* **WORK INSTRUCTIONS**:
Return, from the data below, each line that contains the word "Heiligenäcker".

** INFORMATION follows **

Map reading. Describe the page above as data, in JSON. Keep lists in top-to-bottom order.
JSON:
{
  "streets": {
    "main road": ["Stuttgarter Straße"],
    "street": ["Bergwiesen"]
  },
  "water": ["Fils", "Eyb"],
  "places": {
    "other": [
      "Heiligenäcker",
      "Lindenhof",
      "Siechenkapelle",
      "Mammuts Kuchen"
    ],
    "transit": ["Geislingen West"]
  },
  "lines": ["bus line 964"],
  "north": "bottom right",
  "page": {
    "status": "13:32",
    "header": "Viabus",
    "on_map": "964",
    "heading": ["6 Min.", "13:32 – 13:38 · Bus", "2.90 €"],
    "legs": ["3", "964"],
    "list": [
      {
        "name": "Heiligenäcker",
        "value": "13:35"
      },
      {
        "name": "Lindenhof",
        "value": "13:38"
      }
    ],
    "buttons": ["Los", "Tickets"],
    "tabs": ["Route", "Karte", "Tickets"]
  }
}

** End of INFORMATION **

* **ANSWER TO THE EXERCISE**:
      "Heiligenäcker",
        "name": "Heiligenäcker",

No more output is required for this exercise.